Le Seigneur des Anneaux a été le premier à démontrer la puissance du genre fantasy au box-office, mais le producteur Mark Johnson affirme que la série des Narnia doit la vie, et en particulier sa fidélité à sa source, aux films de Harry Potter.

Durant l'ère pré-Potter, raconte Johnson, les studios supposaient que les enfants américains étaient incapables de se sentir proches de personnages britanniques. Son adaptation de La Petite Princesse de Frances Hodgson Burnett en 1995 a été délocalisée de Londres à New York de façon forcée.

Après ça, Harry Potter est arrivée, et toutes ces lignes culturelles ou géographiques ont été brisées, dit-il. Quand Le Lion, la Sorcière et l'Armoire Magique était en développement à la Paramount, l'impératif était de le situer aux Etats-Unis, et ça n'allait tout simplement pas. Vous pouvez trouver une façon de l'adapter, mais ce n'est pas le livre.

Si les recettes du théâtre sont une bonne indication, le public américain préfèrent sa fantasy avec un accent britannique. Une franchise maison comme Eragon et A Series of Unfortunate Events ont réalisé une sous-performance et une version américanisée des Portes du Temps de Susan Copper s'est joliment plantée au décollage.

Pullman, comme C.S. Lewis et J.R.R. Tolkien avant lui, a étudié à Oxford et a réalisé A la Croisée des mondes comme une attaque contre la religiosité dissimulée de la série Narnia. Mais bien que des observateurs culturels aient eu très envie d'analyser La Boussole sous l'angle de l'athéisme reconnu de Pullman, l'ironie est que, dépouillée de ses références les plus marquées à l'Eglise catholique, La Boussole ressemble beaucoup au Lion, la Sorcière et l'Armoire Magique, qui lui-même a subi un coup de chirurgie plastique pour éviter de choquer tel ou tel spectateur.

Essayons de ne pas insulter

Les affreux de La Boussole portent toujours des vêtements ecclésiastiques, mais l'autorité qu'ils représentent à été reconfigurée en une collection de moralistes totalitaires, plus comme un parent sévère que comme un prêtre désapprobateur.

C'est là pour les gens qui veulent le voir, mais pas d'une façon qui agresse le spectateur qui se trouve être une personne religieuse, dit Weitz.

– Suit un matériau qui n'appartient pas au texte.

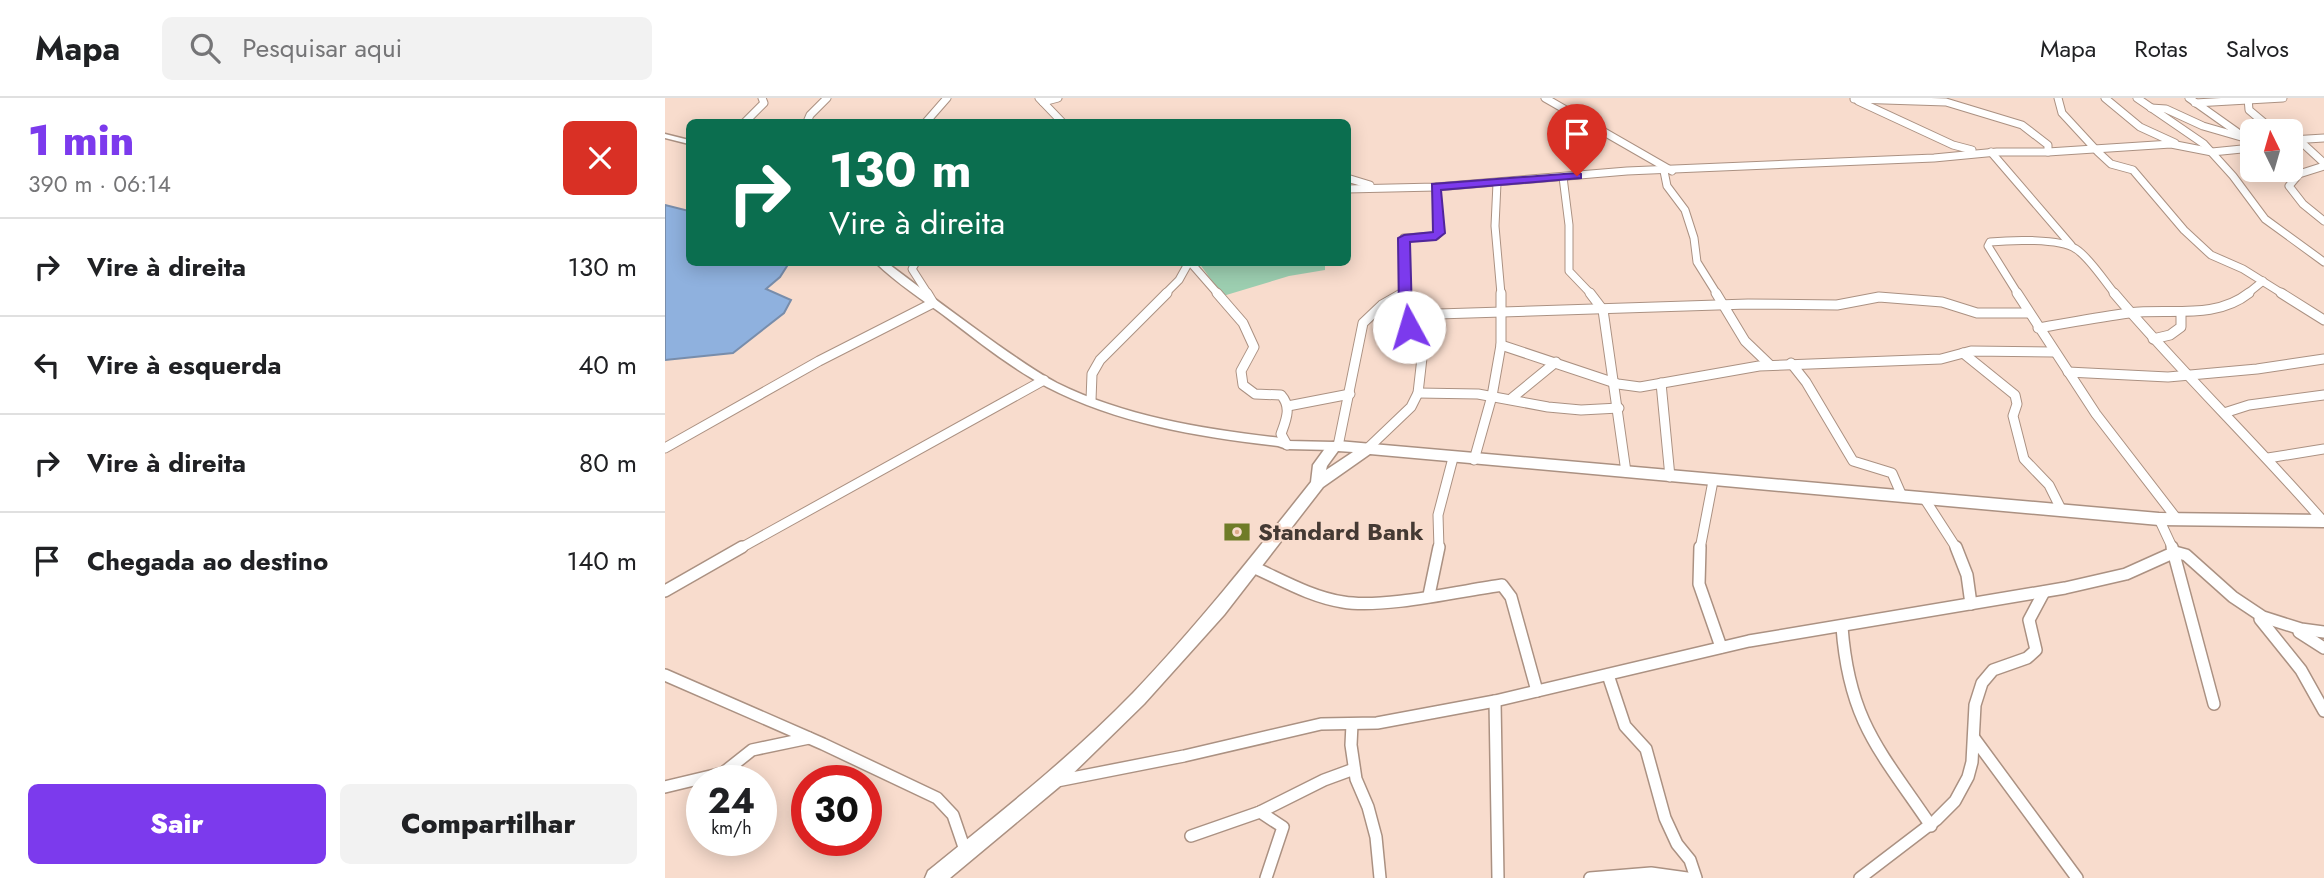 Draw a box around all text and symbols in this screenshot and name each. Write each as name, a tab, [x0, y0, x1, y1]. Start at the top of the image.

Mais Del Toro affirme que les films de fantasy sont inextricablement liés aux questions spirituelles, peu importe à quel point les producteurs tentent de les noyer. De la même façon qu'aucun film ne peut être apolitique, ces films de genre ne peuvent éviter d'être quelque peu spirituels. Ils peuvent être un exercice mal tourné de spiritualité. Mais peu importe qu'ils essayent de l'éviter, ils touchent à des sujets... enracinés dans la spiritualité.

Dans un monde dominé par la rationalité, Del Toro voit la fantasy comme le dernier refuge de l'inconnu, un lieu où poser des questions qui échappent encore à la science.

Plus nous faisons entrer la technologie dans nos vies et plus nous démythifions nos croyances, plus nous créons un vide, dit-il. En tant qu'entités spirituelles, nous avons besoin de le remplir avec quelque chose, une mythologie ou cosmologie qui nous permet de croire à quelque chose au-delà de notre prochaine facture de téléphone portable... et du dernier jeu sur Nintendo. Je pense que les films de ce genre font cela. Ils rendent le surnaturel ou le magique abordables pour la génération du 'ici, maintenant' supposée fatiguée de tout.